Copy out the data that comes next, character for character, and leave the images aside.

(Collected data)
'''

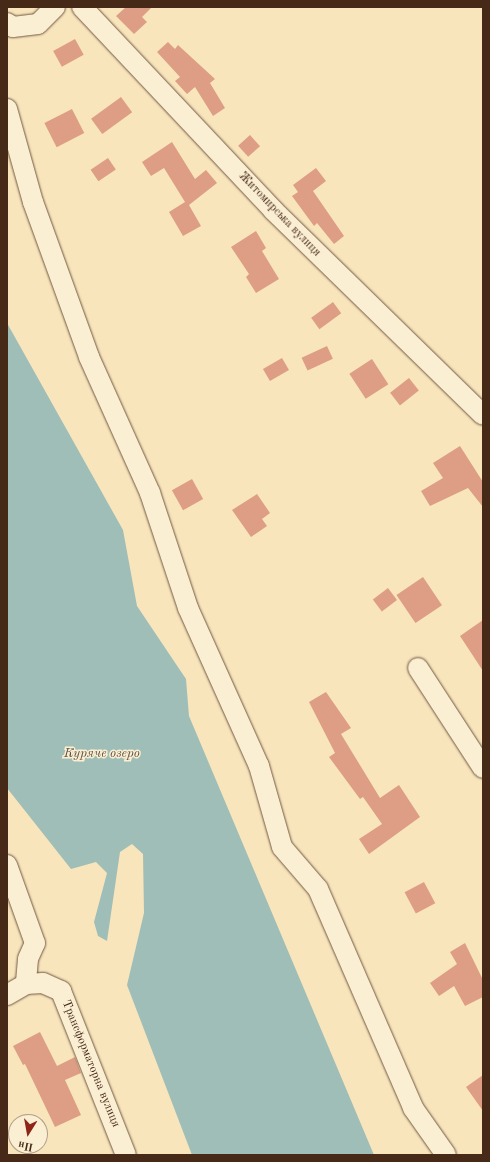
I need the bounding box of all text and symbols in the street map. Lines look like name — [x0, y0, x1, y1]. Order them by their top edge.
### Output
street label: Житомирська вулиця — [235, 170, 323, 260]
water label: Куряче озеро — [64, 746, 140, 762]
street label: Трансформаторна вулиця — [58, 998, 122, 1130]
north arrow — [8, 1114, 48, 1154]
text: Пн — [17, 1138, 34, 1152]

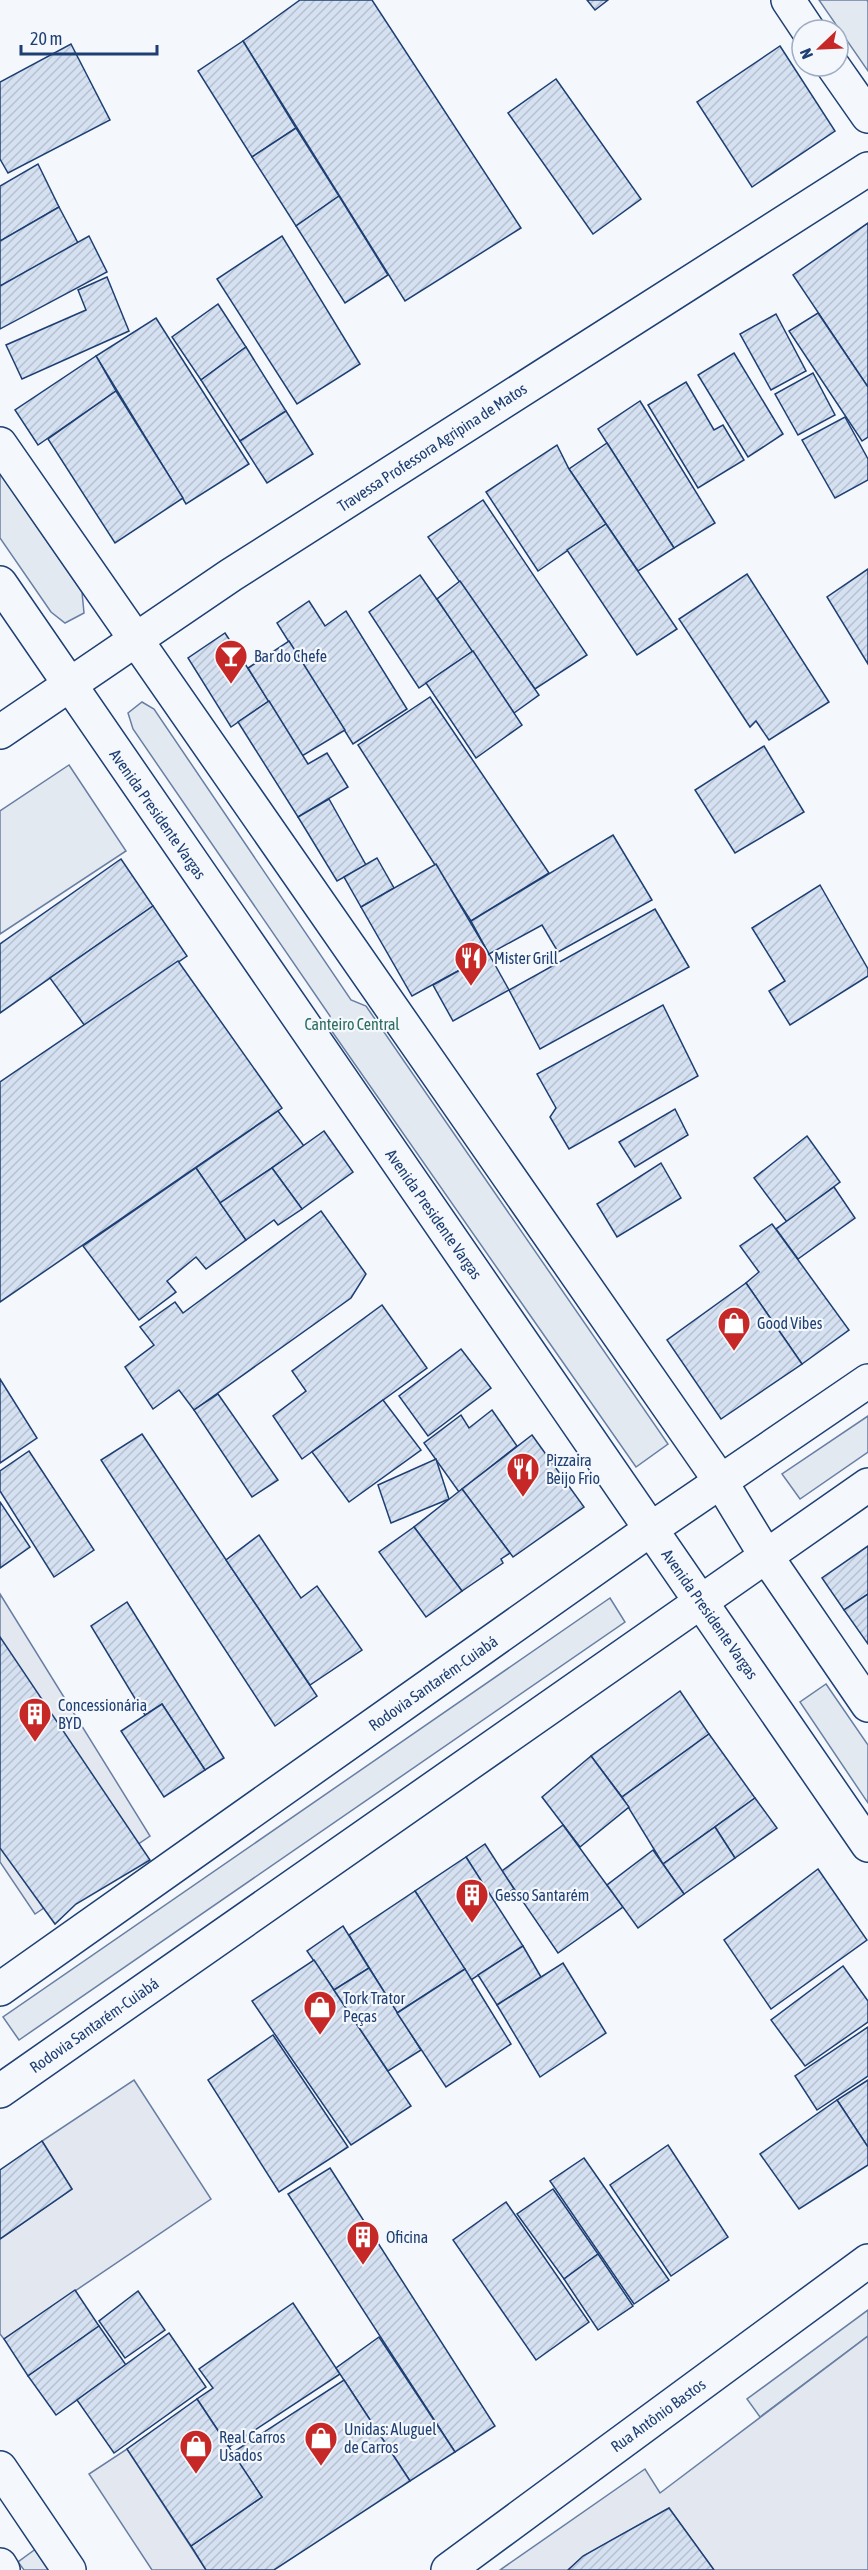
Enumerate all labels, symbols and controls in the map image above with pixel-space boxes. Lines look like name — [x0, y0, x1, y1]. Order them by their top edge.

'''

§ **RESULT BELOW**:
I need the bounding box of all text and symbols in the street map. Lines look like name — [x0, y0, x1, y1]. Order them by their top edge.
### Output
street label: Житомирська вулиця — [235, 170, 323, 260]
water label: Куряче озеро — [64, 746, 140, 762]
street label: Трансформаторна вулиця — [58, 998, 122, 1130]
north arrow — [8, 1114, 48, 1154]
text: Пн — [17, 1138, 34, 1152]

Enumerate all labels, symbols and controls in the map image above with pixel-space boxes. Lines look like name — [x0, y0, x1, y1]. Order them by their top edge.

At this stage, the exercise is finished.